These market manipulations which were at the heart of the banking system’s collapse are still legal practice. So it’s hard to fathom that we have allowed this to continue after what we went through. It is common sense, enforced by insurance regulators, that a person is not allowed to buy fire insurance on his neighbor’s house and then burn it down to collect on that insurance. Yet, that is exactly what is done in the market for credit default swaps. This malaise has led banks to foreclose on the homes of millions of Americans, but this malaise now haunts not only Greece but all of us.

Read the whole thing. He revisits Greece history to show how these challenges are not unique and have existed in the past as well.

All this is fine but he cannot ignore the fact that Greece has been in debt problems 50% of the time since its independence (see this interesting history as well). So the problems of debt have always existed and not really worked on. So, the meltdown had to occur at some point of time. Financial speculators may be making life tough but Greece problems have existed long before.

But still, we need to look at this whole idea of financial markets activity just oriented towards short term returns. Some say that is the way financial markets work but others like Papandreou disagree. Financial markets are important as they help discipline the government but the herd behavior (with all worrying about Greece) in markets also acts as a deterrent in governments trying to discipline themselves.

The biggest irony in all this is as Papandreou and others point out, the sovereign debt crisis is a result of saving financial firms and economic activity from collapsing. How do policymakers and economists address this issue? If the financial firms are not saved, it leads to a deep economic crisis. If they are saved, it leads to deep debt crisis.

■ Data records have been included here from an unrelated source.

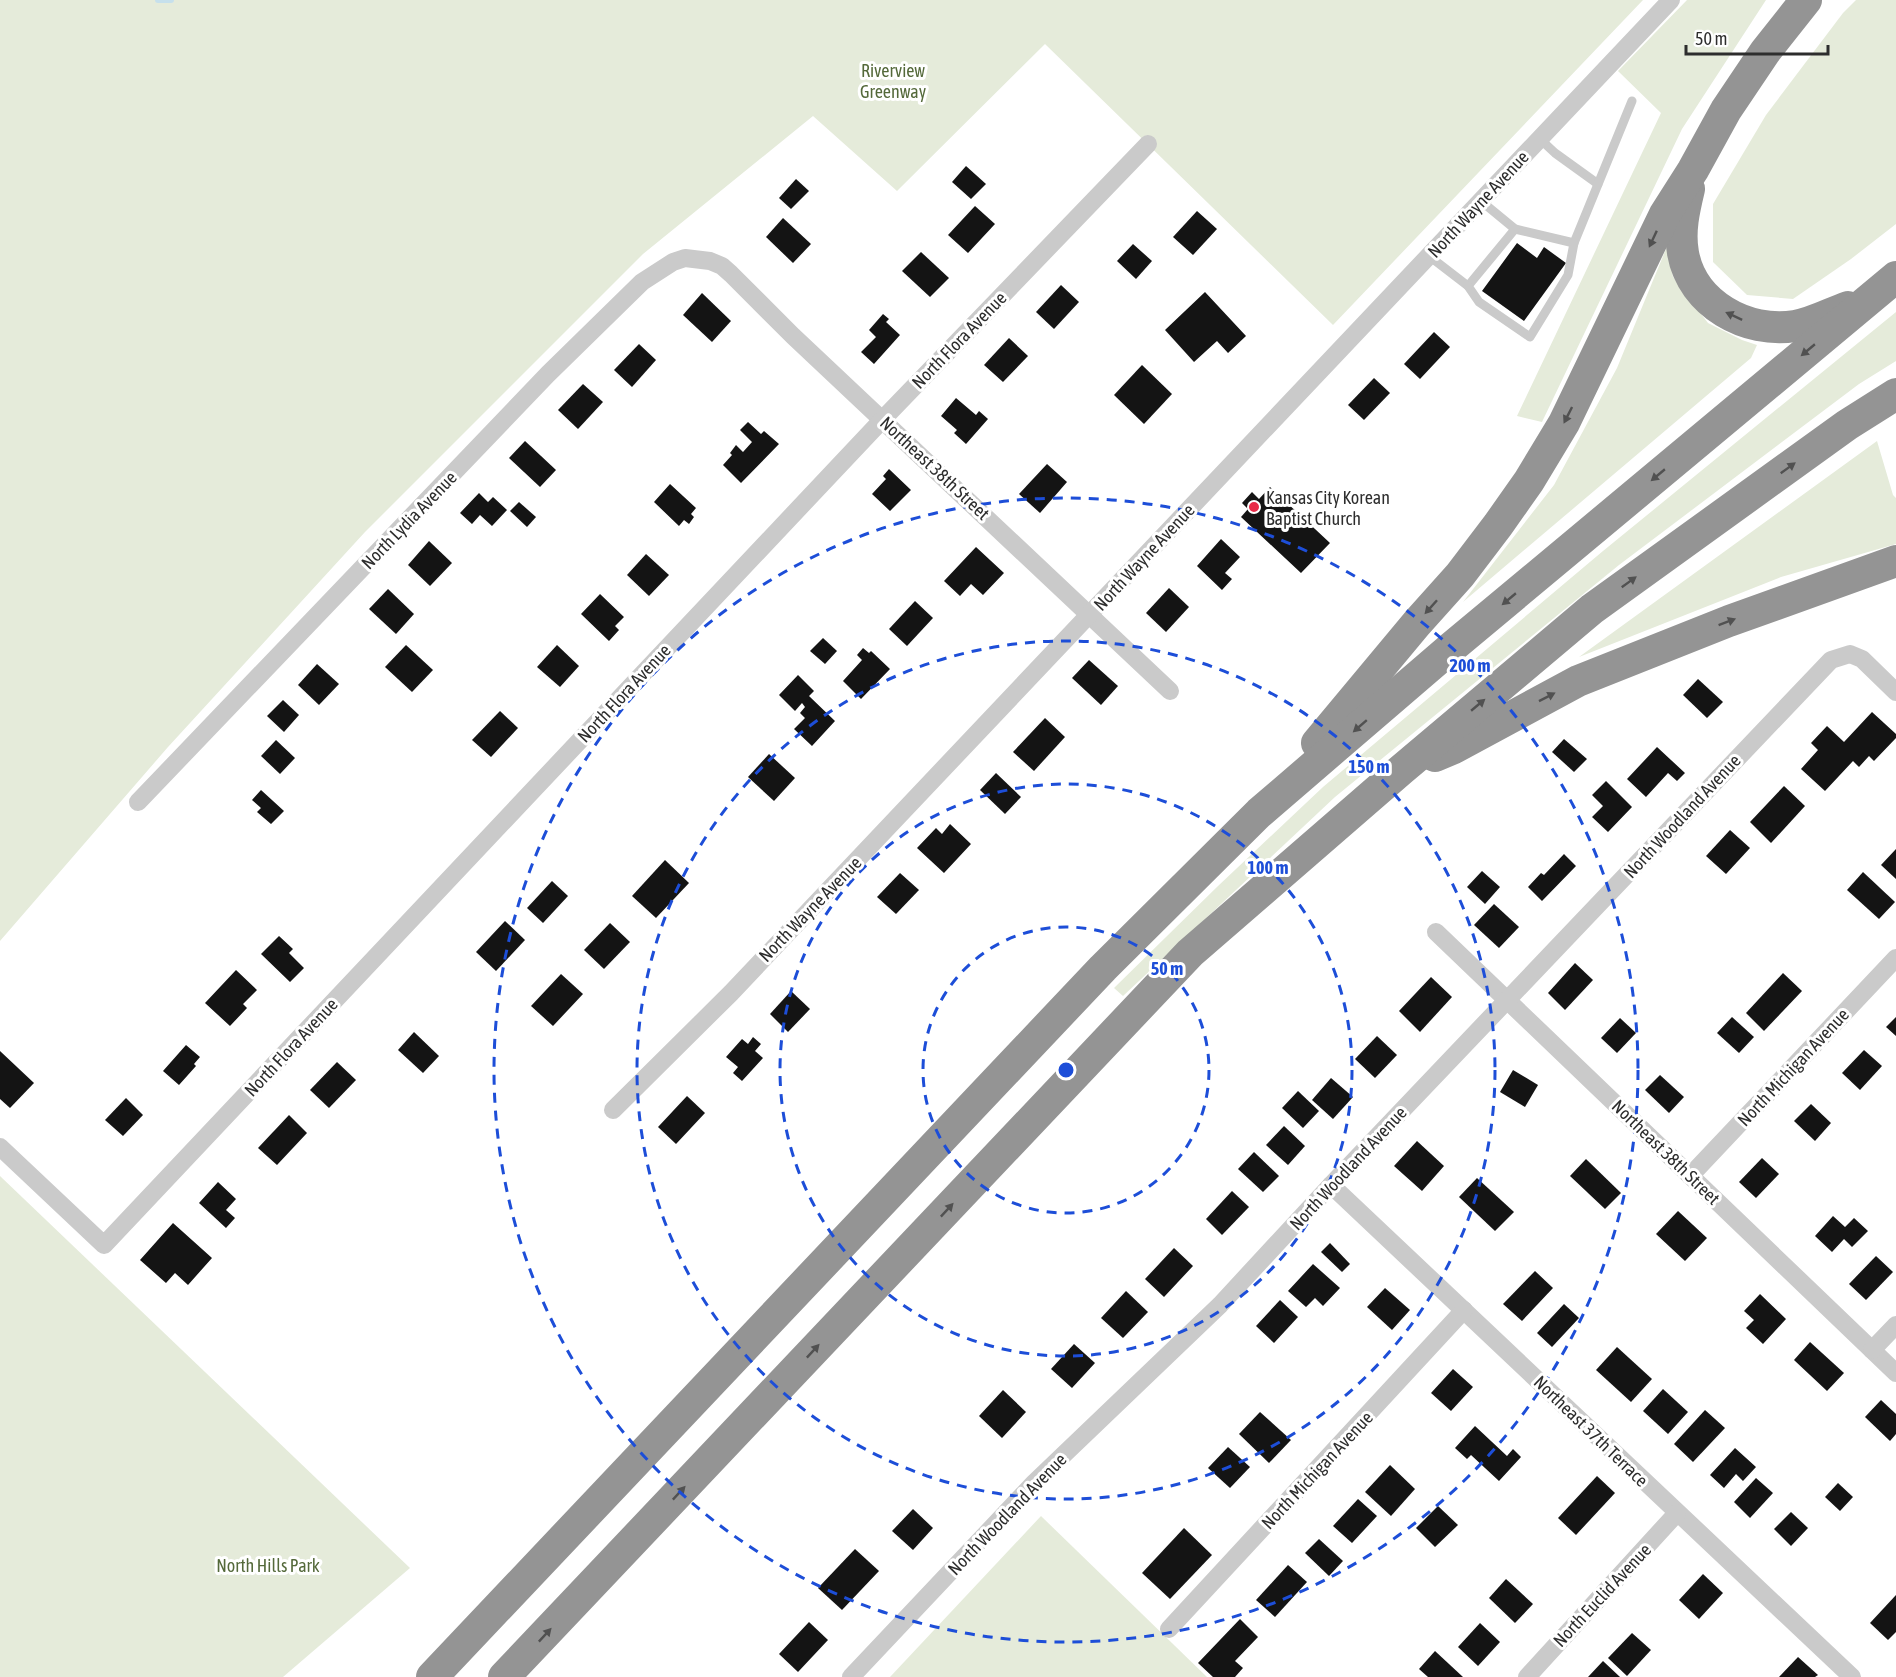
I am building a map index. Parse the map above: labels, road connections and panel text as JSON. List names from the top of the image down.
{
  "streets": {
    "street": [
      "North Wayne Avenue",
      "North Flora Avenue",
      "Northeast 38th Street",
      "North Lydia Avenue",
      "North Woodland Avenue",
      "North Michigan Avenue",
      "Northeast 37th Terrace",
      "North Euclid Avenue"
    ]
  },
  "crossings": [
    ["North Wayne Avenue", "Northeast 38th Street"],
    ["North Flora Avenue", "Northeast 38th Street"],
    ["Northeast 38th Street", "North Lydia Avenue"],
    ["Northeast 38th Street", "North Woodland Avenue"],
    ["Northeast 38th Street", "North Michigan Avenue"],
    ["North Woodland Avenue", "Northeast 37th Terrace"],
    ["North Michigan Avenue", "Northeast 37th Terrace"],
    ["Northeast 37th Terrace", "North Euclid Avenue"]
  ],
  "parks": ["Riverview Greenway", "North Hills Park"],
  "places": ["Kansas City Korean Baptist Church"],
  "scale_bar": "50 m",
  "rings": [
    "200 m",
    "150 m",
    "100 m",
    "50 m"
  ]
}
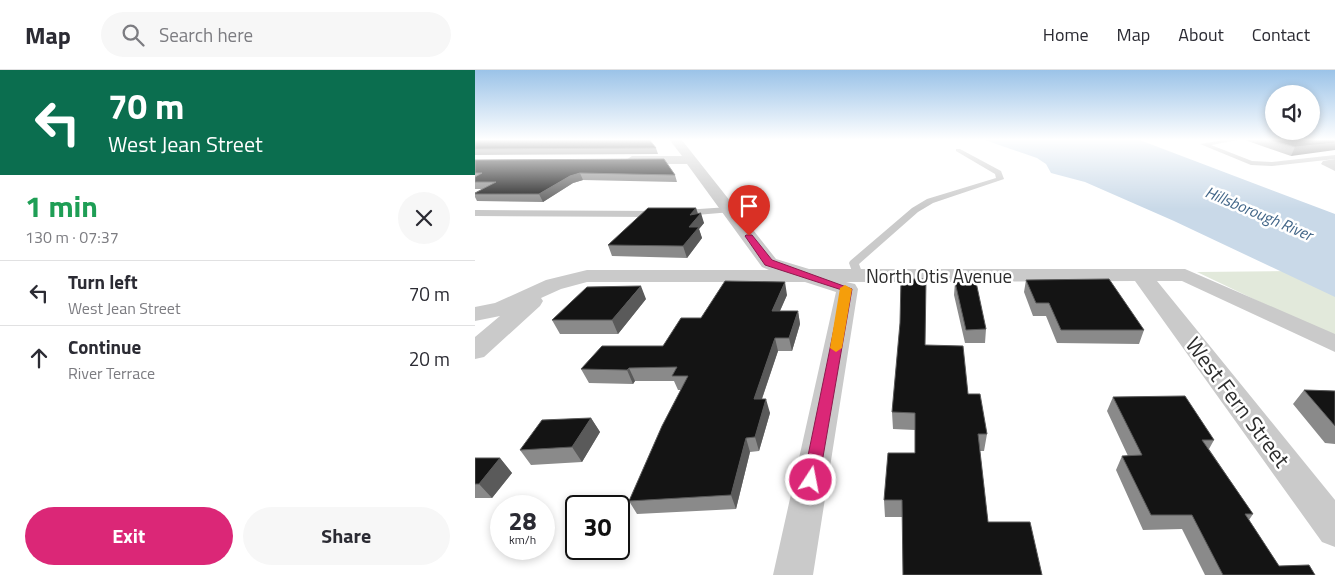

All this leads to acting on financial regulation quickly. These events make the case for a some kind of provision in good times to prevent such series of crisis. But then we are just in thinking mode with new proposals every hour. There is not enough action.

3 Responses to “Greece Prime Minister takes on financial speculation”

  1. Greece Prime Minister takes on financial speculation « Mostly … Economic Finance news Says:

    […] Here is the original: Greece Prime Minister takes on financial speculation « Mostly … […]

  2. What if Denmark was part of Europe? « Mostly Economics Says:

    […] then like Greece PM looks at the role of speculators for undoing much of the action by […]

  3. A note on European Financial Stability Facility « Mostly Economics Says:

    […] most European policymakers blame the financial markets for their short-termism strategies. But are finally bailed out by the […]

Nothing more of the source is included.